Conditions of uncertainty
Sometimes it is difficult to determine whether inflation or deflation will bring more threats to investments. Such a situation could be seen during the global crisis of 2008-2009, when the real estate market and raw materials experienced deflation, while prices of consumer goods grew very rapidly (Hellerstein, 1997). The best solution in this situation is to prepare an investment portfolio for both situations – to draw the portfolio including both, securities giving good results in periods of deflation, and the tools to protect against inflation. If the investor does not have a desire or sufficient skills to rapidly and accurately determine the cycle of inflation/deflation, diversification can provide income and preservation of funds regardless of the trends that will develop in the economy (Correa, 2012). In particular, we can recommend to invest in the securities of “blue chips”: they are more persistent to deflation and pay dividends more often than other companies during inflation. Another way is investing in foreign emerging markets: companies from these countries are often exporting commodity, which are in high demand (protection against inflation) and are not too much attached to their national economy (which will protect investments in the case of deflation).
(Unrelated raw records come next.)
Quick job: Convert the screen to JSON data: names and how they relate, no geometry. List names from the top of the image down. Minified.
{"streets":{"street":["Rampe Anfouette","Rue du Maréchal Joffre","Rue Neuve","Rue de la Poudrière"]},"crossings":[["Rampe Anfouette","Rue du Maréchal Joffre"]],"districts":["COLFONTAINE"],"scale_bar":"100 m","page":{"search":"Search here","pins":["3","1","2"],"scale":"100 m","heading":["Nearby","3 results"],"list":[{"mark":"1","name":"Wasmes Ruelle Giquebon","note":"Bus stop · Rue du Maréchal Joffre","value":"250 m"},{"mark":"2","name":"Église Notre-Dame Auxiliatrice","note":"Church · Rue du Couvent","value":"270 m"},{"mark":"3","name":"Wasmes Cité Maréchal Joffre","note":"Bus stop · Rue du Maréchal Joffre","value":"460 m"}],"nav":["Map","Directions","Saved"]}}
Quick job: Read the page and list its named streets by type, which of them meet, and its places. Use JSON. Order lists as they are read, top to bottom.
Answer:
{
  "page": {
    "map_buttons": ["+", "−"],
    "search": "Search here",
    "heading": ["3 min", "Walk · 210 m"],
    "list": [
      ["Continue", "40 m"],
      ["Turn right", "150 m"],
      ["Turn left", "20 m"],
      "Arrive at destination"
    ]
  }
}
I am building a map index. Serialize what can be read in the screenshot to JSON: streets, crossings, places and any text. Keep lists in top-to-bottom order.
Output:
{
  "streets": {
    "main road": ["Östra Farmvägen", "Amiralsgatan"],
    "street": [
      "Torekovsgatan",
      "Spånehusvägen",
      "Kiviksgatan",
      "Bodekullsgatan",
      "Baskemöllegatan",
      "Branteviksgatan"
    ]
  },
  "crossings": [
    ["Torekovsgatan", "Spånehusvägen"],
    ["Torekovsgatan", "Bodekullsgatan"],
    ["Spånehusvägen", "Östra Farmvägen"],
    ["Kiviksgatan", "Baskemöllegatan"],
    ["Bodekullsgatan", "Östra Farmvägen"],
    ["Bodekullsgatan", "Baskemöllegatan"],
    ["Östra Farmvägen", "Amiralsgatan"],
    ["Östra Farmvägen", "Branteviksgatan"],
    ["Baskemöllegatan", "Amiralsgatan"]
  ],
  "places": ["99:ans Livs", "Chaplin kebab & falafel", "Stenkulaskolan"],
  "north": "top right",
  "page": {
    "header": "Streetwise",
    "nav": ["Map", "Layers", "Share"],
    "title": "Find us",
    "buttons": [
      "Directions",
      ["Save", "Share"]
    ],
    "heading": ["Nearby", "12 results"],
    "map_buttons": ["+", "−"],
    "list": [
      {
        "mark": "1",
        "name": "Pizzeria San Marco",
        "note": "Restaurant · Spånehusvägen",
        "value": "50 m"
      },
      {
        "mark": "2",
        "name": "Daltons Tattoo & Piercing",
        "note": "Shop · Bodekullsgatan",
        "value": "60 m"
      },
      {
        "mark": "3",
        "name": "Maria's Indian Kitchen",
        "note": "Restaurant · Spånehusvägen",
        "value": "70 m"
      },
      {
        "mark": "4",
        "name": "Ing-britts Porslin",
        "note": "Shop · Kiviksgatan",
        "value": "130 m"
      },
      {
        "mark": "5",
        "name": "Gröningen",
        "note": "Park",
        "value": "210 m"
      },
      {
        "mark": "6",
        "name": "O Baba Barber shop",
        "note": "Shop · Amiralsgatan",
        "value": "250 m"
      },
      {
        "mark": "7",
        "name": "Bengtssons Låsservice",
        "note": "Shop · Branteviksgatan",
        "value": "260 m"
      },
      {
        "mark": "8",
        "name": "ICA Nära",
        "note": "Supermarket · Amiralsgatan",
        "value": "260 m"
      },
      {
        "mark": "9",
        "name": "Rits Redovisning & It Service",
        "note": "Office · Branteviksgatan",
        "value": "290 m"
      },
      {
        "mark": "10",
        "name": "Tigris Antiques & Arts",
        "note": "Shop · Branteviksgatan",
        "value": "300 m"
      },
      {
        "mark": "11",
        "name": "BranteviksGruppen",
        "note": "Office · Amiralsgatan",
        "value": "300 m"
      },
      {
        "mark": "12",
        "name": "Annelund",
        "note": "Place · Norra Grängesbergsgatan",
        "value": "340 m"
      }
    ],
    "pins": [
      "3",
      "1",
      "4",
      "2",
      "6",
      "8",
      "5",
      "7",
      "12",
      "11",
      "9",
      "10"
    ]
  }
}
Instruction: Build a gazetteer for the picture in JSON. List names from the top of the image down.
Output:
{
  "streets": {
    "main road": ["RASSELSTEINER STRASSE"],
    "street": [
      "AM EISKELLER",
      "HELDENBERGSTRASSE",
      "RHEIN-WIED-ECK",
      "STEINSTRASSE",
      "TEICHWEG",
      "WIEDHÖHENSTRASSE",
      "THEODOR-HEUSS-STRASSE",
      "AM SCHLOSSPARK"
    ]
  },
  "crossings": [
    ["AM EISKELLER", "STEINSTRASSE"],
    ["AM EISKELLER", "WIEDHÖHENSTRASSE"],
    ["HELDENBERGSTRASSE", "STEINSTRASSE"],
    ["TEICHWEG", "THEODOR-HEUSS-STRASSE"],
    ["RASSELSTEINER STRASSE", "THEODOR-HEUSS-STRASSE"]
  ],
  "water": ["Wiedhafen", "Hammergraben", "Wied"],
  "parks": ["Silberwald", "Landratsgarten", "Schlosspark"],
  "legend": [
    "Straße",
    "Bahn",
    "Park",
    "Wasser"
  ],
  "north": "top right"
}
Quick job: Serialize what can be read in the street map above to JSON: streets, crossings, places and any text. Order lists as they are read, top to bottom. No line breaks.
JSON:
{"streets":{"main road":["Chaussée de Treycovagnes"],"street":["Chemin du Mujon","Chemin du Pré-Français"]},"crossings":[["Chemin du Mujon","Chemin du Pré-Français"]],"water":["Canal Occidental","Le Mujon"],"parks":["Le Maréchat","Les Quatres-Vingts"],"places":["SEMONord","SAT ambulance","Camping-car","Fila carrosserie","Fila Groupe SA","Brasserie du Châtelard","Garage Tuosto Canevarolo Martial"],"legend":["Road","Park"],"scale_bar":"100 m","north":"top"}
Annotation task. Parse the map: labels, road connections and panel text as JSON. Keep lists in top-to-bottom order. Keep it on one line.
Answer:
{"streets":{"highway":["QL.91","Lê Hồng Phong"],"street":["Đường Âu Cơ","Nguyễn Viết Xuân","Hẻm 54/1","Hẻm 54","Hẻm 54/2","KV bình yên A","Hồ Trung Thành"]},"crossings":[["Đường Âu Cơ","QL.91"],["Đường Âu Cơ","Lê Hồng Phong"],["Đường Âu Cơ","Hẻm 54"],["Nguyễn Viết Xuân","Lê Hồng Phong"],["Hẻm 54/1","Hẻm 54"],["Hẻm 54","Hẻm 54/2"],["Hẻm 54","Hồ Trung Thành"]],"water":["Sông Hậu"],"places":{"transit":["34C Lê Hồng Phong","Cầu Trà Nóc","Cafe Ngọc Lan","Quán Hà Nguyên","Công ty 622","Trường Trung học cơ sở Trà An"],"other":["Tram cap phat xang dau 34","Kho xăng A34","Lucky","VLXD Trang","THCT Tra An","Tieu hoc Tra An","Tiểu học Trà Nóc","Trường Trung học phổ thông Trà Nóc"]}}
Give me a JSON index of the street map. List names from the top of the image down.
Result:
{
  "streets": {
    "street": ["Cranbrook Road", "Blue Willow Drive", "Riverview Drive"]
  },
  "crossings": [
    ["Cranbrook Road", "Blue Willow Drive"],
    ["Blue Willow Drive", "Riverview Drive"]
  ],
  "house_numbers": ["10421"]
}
At the same time, time factor plays an important role in the choice of ways to protect the investments. When making a long-term investment in the future, perhaps, one should not react to the slightest changes in the economy (Hellerstein, 1997). However, if the return on investment is a serious budget item, there is no time to wait for economic recovery. In order to continue to earn income and feel stable it is necessary to promptly take measures to protect one’s investments and diversify the portfolio in line with the current market situation.
When the prices of goods and services are rising and the purchasing power of money falls, we call this phenomenon inflation. When prices are falling and the purchasing power of money grows, it is deflation. General assumptions of investors about future changes in the price level affect their assessment of rate of return, and thus get reflected in the market value of assets. Thus, financial investments that bring fixed incomes could be seriously damaged by a sudden rise in inflation, and conversely, could provide additional benefit in unexpected deflation. Unanticipated inflation reduces the value of the coupon payments on bonds as well as other fixed payments received by pension plans, annuities and insurance policies. Sudden deflation affects these payments in the opposite direction: the value of fixed payments such as interest on bonds rises, and therefore, the price of fixed income securities grows (Correa, 2012). In turn, during periods of sudden burst of inflation the most profitable are the investments in real estate, long-lived commodities, gold, and shares of commodity companies. To the extent in which prices in other countries change independently from the prices in the country of the investor, the possession of foreign currency or foreign securities can also protect from the effects of inflation and deflation.